We’ve covered, in Newsletter #372 and #390, previous work that was done in the BDK repository, specifically for CheckPoint. So, we can also check those newsletters and the episodes if you want to follow the work that had been done to arrive to this. But now, if two checkpoint chains disagree on genesis, the merging of these two chains will simply fail, because like I said, it’s not two blocks being merged from a potential reorg, but it’s just two separate chains that are completely different.

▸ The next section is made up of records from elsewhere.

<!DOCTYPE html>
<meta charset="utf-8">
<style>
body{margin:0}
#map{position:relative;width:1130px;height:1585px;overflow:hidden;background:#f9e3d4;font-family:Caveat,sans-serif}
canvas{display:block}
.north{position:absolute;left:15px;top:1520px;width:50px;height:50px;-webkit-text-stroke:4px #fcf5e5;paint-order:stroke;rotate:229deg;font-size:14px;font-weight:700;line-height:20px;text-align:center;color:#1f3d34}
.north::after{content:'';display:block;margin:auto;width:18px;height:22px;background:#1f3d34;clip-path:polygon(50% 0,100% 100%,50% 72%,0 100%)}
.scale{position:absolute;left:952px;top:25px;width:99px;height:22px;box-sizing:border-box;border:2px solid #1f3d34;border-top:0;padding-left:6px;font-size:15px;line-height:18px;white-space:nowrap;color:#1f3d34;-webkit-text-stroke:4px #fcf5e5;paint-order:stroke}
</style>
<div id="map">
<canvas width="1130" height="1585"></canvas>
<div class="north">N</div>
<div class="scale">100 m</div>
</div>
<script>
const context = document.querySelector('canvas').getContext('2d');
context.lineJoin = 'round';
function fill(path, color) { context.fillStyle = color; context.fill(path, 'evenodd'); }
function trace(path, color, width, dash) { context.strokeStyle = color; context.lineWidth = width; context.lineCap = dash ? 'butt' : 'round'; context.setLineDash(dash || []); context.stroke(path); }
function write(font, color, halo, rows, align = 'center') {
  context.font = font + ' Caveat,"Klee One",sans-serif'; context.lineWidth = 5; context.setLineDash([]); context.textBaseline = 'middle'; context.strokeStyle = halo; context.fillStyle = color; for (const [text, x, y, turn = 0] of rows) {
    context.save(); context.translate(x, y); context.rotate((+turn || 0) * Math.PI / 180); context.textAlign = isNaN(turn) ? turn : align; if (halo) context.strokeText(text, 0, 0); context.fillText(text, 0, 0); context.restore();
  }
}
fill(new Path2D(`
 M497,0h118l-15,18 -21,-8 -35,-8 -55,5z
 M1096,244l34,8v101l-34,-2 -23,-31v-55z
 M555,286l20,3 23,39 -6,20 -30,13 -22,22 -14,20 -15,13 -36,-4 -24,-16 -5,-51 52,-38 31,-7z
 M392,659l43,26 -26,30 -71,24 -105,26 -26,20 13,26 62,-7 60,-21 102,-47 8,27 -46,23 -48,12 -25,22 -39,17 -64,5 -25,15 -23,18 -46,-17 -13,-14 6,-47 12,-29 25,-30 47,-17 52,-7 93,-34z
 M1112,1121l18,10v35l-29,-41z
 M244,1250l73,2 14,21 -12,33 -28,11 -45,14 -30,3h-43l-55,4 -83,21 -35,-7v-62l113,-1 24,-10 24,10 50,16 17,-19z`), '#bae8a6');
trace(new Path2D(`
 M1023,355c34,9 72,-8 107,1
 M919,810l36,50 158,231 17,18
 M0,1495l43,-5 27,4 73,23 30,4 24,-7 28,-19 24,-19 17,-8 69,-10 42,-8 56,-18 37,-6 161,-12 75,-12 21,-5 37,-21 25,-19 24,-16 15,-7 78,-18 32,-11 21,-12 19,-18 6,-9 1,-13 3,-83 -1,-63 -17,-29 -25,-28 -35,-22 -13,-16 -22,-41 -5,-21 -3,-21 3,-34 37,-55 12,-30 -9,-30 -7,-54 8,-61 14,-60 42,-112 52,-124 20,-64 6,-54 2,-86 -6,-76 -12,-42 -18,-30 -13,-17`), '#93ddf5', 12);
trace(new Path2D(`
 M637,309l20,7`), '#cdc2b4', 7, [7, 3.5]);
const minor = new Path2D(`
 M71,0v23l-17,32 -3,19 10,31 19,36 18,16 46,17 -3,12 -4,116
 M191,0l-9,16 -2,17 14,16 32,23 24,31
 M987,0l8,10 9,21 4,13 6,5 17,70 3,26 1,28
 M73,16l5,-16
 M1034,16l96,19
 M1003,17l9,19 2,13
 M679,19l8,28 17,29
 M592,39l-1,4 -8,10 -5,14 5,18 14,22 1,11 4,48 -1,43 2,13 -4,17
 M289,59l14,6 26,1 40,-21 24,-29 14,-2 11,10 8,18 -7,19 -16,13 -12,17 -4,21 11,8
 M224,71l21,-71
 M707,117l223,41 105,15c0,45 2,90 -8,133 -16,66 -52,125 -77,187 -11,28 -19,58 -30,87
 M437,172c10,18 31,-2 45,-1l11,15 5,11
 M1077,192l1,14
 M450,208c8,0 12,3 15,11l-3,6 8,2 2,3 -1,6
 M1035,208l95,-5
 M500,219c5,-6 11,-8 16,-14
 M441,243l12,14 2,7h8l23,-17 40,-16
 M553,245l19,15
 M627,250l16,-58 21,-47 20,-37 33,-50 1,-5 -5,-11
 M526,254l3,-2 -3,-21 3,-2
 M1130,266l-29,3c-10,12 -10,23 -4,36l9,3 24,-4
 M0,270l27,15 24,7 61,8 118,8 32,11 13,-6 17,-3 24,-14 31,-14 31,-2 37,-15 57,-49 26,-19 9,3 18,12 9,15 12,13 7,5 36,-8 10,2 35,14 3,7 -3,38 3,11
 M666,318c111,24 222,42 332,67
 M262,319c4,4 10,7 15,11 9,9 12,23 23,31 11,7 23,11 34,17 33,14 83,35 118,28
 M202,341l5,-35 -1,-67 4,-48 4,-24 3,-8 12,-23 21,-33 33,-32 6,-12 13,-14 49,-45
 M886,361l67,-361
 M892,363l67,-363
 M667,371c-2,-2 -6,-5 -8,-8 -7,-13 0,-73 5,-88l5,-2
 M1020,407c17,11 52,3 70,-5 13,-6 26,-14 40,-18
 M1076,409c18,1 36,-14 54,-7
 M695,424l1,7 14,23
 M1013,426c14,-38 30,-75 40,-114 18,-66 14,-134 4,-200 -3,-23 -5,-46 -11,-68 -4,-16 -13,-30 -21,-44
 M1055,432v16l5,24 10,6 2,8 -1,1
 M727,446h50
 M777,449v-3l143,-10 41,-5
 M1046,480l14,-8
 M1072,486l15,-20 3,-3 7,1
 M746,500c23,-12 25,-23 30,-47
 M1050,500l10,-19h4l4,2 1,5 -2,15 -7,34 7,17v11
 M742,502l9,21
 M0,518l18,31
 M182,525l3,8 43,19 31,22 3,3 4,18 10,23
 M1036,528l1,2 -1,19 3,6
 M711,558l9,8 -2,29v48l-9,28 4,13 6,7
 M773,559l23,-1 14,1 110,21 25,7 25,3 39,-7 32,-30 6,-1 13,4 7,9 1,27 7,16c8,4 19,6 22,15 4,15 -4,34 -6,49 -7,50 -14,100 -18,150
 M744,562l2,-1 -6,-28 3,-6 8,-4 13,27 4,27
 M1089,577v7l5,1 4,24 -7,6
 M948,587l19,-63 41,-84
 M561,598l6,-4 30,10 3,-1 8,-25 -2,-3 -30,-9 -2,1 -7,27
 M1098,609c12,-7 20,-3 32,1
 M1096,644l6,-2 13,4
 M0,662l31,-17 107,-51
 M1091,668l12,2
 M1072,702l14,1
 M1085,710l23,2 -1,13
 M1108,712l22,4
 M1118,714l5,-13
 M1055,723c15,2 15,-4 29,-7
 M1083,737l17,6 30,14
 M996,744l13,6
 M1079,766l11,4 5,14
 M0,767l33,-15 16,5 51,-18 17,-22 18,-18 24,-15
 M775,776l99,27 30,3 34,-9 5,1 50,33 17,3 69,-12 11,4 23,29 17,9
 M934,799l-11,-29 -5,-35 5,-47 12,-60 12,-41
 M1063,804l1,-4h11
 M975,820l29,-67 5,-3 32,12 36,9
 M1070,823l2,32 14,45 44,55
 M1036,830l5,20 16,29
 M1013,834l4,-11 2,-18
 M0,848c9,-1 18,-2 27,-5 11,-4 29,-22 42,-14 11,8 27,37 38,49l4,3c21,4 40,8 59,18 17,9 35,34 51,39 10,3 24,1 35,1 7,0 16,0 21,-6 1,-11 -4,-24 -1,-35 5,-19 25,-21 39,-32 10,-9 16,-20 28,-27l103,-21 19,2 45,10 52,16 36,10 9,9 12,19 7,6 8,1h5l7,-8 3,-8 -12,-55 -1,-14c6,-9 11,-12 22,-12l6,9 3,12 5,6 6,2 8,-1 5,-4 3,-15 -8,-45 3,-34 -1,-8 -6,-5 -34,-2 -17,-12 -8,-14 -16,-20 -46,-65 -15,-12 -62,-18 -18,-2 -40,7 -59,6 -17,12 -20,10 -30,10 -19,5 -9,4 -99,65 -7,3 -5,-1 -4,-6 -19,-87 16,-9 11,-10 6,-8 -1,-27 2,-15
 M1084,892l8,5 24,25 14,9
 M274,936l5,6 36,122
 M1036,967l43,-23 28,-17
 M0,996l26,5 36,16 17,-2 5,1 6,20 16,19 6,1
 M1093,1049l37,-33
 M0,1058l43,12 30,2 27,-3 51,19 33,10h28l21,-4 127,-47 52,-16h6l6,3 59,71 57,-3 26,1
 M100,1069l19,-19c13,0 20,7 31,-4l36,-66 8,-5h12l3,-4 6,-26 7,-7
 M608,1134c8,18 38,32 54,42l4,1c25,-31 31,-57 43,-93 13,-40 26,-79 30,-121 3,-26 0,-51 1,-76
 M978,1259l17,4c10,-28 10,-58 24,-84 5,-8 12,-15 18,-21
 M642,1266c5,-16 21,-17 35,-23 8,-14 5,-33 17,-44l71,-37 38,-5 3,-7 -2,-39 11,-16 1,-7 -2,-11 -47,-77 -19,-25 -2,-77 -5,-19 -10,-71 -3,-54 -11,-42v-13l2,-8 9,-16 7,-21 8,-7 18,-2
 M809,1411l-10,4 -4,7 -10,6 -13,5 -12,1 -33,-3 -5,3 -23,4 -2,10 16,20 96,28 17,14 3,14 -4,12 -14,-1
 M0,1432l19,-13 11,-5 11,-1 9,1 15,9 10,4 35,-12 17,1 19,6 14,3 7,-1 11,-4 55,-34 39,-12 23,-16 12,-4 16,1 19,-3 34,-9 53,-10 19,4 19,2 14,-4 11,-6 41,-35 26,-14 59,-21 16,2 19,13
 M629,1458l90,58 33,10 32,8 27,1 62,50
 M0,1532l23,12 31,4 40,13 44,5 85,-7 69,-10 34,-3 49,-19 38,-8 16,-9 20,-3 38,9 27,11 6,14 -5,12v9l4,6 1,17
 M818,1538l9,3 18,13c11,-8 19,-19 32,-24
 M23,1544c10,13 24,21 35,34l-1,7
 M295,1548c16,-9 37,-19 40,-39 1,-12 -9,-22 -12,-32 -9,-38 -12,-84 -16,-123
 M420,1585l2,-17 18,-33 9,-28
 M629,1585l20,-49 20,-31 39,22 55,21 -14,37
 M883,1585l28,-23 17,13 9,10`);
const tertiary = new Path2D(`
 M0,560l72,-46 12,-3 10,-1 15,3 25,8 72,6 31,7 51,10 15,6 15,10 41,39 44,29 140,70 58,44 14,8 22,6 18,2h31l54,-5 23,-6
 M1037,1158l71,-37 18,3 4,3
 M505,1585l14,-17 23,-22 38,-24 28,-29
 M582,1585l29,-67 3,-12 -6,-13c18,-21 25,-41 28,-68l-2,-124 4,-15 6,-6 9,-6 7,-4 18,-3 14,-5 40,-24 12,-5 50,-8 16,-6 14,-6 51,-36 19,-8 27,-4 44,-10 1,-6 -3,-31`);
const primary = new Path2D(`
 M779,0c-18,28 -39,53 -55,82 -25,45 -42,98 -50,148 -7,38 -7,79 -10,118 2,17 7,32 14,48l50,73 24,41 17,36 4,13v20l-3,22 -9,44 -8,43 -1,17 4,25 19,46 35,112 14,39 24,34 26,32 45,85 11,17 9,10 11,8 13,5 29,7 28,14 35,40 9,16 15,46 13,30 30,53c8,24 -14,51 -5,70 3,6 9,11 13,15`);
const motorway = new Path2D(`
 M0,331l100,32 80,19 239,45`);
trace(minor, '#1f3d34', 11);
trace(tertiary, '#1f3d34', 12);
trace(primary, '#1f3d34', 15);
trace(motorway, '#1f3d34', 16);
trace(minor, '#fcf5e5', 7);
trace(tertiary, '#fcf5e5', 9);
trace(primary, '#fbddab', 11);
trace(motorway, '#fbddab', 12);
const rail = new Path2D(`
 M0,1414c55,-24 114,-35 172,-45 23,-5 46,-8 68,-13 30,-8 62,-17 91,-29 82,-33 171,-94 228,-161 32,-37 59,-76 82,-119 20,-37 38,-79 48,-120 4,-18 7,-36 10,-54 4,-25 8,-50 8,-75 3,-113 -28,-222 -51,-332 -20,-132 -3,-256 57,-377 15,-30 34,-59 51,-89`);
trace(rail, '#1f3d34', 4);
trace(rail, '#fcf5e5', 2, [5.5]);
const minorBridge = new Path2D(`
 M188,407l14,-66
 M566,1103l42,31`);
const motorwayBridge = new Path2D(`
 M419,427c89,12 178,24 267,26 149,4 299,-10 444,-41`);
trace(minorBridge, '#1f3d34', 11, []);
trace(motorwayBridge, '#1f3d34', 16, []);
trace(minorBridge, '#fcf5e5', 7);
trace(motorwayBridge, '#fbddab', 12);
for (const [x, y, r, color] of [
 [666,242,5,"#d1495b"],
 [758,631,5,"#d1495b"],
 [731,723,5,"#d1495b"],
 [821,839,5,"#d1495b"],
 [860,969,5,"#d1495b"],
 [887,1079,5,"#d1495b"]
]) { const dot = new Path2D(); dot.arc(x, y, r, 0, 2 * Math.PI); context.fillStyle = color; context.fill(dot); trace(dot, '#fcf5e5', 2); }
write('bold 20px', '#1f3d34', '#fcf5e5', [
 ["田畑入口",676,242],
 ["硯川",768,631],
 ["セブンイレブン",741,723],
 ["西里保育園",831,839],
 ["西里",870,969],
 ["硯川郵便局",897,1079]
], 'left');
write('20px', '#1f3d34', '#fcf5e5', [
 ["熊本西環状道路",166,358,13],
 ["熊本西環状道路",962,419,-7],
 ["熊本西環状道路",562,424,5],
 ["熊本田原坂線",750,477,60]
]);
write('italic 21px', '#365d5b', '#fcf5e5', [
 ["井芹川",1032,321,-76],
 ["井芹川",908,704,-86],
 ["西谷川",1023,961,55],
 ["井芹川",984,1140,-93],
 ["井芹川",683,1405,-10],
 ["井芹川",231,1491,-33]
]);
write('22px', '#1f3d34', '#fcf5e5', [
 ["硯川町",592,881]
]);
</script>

Any thoughts here?
Brandon Black: No, I mean, it’s just nice to see this also moving forward. But I don’t have any other comments. BDK is awesome though.
Gustavo Flores Echaiz: Yes. All right, perfect. Well, this completes the Notable code and documentation changes section, and also completes the newsletter. Thank you for listening. Thank you, Brandon, for co-hosting, and thank you to roasbeef for being here with us. We’ll see you all next week.
Brandon Black: Thanks very much, Gustavo. See you.